Relevant articles and documents

A the graciousness favorable card lives synthetic method

A synthetic method for emricasan belongs to the technical field of drug chemical synthesis. The synthetic method comprises the steps: firstly carrying out acyl chlorination reaction on pyruvic acid and an acyl chlorination reagent to obtain pyruvoyl chlor

Intracellular oxidation of dipeptides. Base-promoted elimination from N-halodipeptides to 2-[N-alkyl-N-(2-N- alkylimino-2-alkyl-ethanoyl)amino]-2,2-dialkylethanoic acids

One of the possible ways of intracellular oxidation of peptides is via the formation of the corresponding (N-X)-dipeptides, that then undergo base-promoted elimination to yield intermediate 2-[N-alkyl-N-(2-N-alkylimino-2-alkylethanoyl)amino]-2,2-dialkylethanoic acids, which subsequently hydrolyze. Such an elimination process is general-base catalyzed, with Bronsted β values ranging from 0.26 to 0.31, which suggests an essentially constant degree of proton transfer at the TS. For (N-X)-dipeptides, the ratio kN-Br/kN-Cl ranges from 2.5 to 15, suggesting a structural dependence of the degree of N-X bond breaking at the TS. The values of β and kN-Br/kN-Cl support a concerted asynchronous AxhDHDN mechanism, its TS changing from reactant-like to slightly nitrenium-like depending on the structure of the starting dipeptide.

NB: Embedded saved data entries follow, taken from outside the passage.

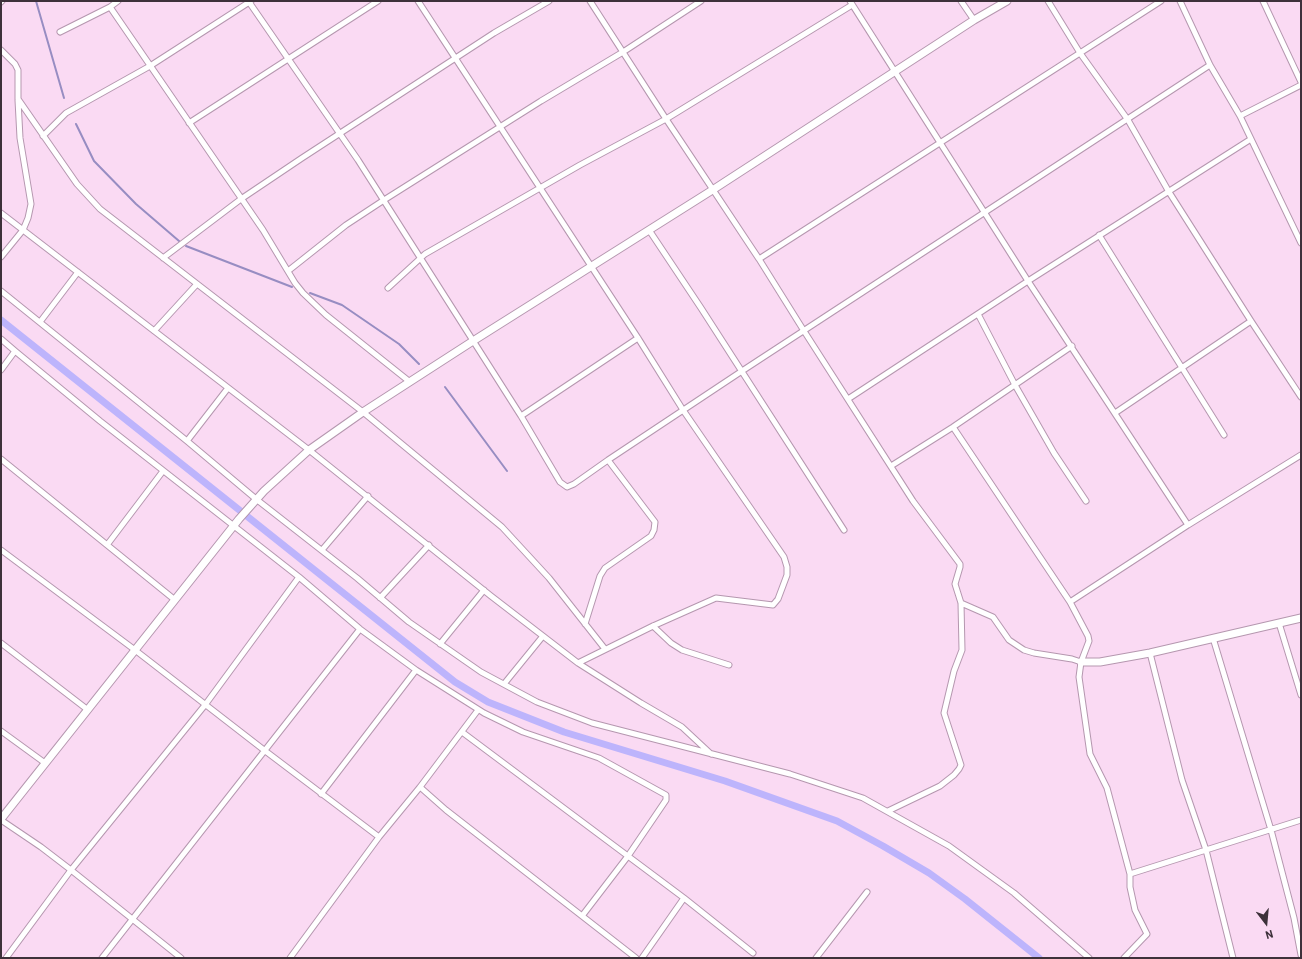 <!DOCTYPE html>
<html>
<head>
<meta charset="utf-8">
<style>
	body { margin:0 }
	#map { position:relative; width:1302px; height:959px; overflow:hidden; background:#fadaf3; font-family:Barlow,sans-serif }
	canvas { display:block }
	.frame { position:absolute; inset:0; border:2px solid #3d313a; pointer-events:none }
	.north { position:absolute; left:1246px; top:903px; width:40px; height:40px; -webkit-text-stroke:3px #fadaf3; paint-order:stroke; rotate:164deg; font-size:11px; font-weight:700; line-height:16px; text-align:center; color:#3d313a }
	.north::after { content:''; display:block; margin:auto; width:14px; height:18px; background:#3d313a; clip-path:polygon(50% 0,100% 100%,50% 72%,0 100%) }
</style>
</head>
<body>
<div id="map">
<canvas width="1302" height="959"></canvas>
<div class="frame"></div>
<div class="north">N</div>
</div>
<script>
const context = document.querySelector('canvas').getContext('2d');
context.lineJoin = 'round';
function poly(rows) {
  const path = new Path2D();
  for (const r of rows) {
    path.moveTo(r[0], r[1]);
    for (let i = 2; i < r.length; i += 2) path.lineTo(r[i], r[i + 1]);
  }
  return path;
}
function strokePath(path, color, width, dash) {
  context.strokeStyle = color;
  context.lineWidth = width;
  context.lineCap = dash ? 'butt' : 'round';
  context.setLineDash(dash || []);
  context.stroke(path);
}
const stream = poly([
	[36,1,64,98],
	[76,124,94,161,136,204,179,241],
	[186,246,292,287],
	[310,293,342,305,399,344,419,364],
	[445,387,507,471]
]);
const canal = poly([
	[1,320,455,682,488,702,564,732,725,781,837,821,883,846,929,873,965,899,1039,958]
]);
const street = poly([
	[418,1,638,338,683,410,784,557,787,567,787,575,778,599,773,605,716,598,653,626,578,663],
	[590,1,666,119,759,259,804,331,913,501,960,564,960,567,955,584,961,603,962,650,954,671,944,713,961,765,959,769,954,775,940,786,888,811],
	[850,1,1028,281,1188,525],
	[961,1,974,20],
	[1048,1,1080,53,1128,120,1169,192,1251,321,1301,397],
	[1180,1,1210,65,1240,116,1301,243],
	[1263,1,1301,82],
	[1,2,2,1],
	[249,2,358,160,521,416,560,482,567,487,574,484,608,460,742,371,1210,65],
	[110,7,263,230,295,283,303,293,326,315,410,382],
	[60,32,110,7,118,1],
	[1,50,15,64,18,70,18,99,77,184,100,209,363,412,502,527,549,578,605,649],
	[1240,116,1301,85],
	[189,123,378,1],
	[43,136,66,113,150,66,251,1],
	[1,213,309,450,491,596,578,663,641,703,682,727,711,754],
	[649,230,701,308,844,530],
	[1099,235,1224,435],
	[1,257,23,230,28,218,31,204,20,138,18,100],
	[163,258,241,199,302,158,494,33,549,1],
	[759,259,1161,1],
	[288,271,346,225,384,200,541,101,623,52,701,1],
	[388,288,425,254,580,165,666,119,852,5],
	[1,291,187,441,256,499,357,578,409,622,481,672,537,702,592,723,790,774,863,798,949,846,1014,893,1089,958],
	[978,314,1015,385,1054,453,1086,501],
	[40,322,78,272],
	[154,331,197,284],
	[1,339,15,351],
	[1,370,15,351,100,421,299,577,360,629,416,670,484,713,523,732,599,758,666,795,666,800,628,856,582,916],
	[848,399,1028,281,1251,139],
	[1115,413,1251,321],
	[521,416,638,338],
	[953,427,1070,602,1088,636,1089,641,1081,662,1079,677,1090,754,1107,788,1130,874,1130,887,1135,910,1147,934,1124,958],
	[187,441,228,388],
	[1,459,175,600],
	[891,466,953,427,1072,346],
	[107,545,163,471],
	[1,550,135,650,264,750,379,837,420,787,478,710],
	[322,550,368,496],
	[380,598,429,545],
	[1070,602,1188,525,1301,455],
	[961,603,993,617,1009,640,1024,650,1034,653,1072,659,1081,662],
	[1279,623,1301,695],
	[585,624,600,576,605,568,651,536,654,530,655,522,608,460],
	[653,626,671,643,682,650,729,665],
	[1213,638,1271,830,1294,918,1301,955],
	[1,643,88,710],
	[440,644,484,590],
	[1150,653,1182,780,1206,850,1233,958],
	[504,684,543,636],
	[1,731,45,763],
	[462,732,684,898,642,958],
	[420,787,446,810,636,958],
	[321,794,416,670],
	[1,820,41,847,71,870,181,958],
	[1130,874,1301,820],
	[684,898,753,953],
	[6,958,71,870,205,705,299,577],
	[102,958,360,629],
	[290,958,379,837],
	[816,958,867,892]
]);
const secondary = poly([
	[1081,662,1100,662,1150,653,1301,618],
	[1,819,239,519,264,491,309,450,363,412,473,341,714,189,974,20,1007,1]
]);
strokePath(stream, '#978dc2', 2);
strokePath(canal, '#bdb4fc', 7);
strokePath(street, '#b597af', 7);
strokePath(secondary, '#b597af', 9);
strokePath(street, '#fff', 5);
strokePath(secondary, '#fff', 7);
</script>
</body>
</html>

As a consequence of the antiperiplanarity requirements of the reaction, the steric interaction between the leaving group and the substituent on the C bearing the H to be eliminated controls the reaction rate. Such steric interaction is rather important, as indicated by the steric crossed-interaction coefficient (pssy = 0.33). Semiempirical calculations show that bulky substituents in the vicinity of the reaction center imply additional energy requirements for the system to achieve the antiperiplanarity needed at the TS for the reaction to proceed. From the observations reported it follows that (N-X)-dipeptides lose their oxidizing power more readily than analogous (N-X)-amino acids or (N-X)-amines, opening a possible pathway to lessen intracellular halogen-based oxidative stress.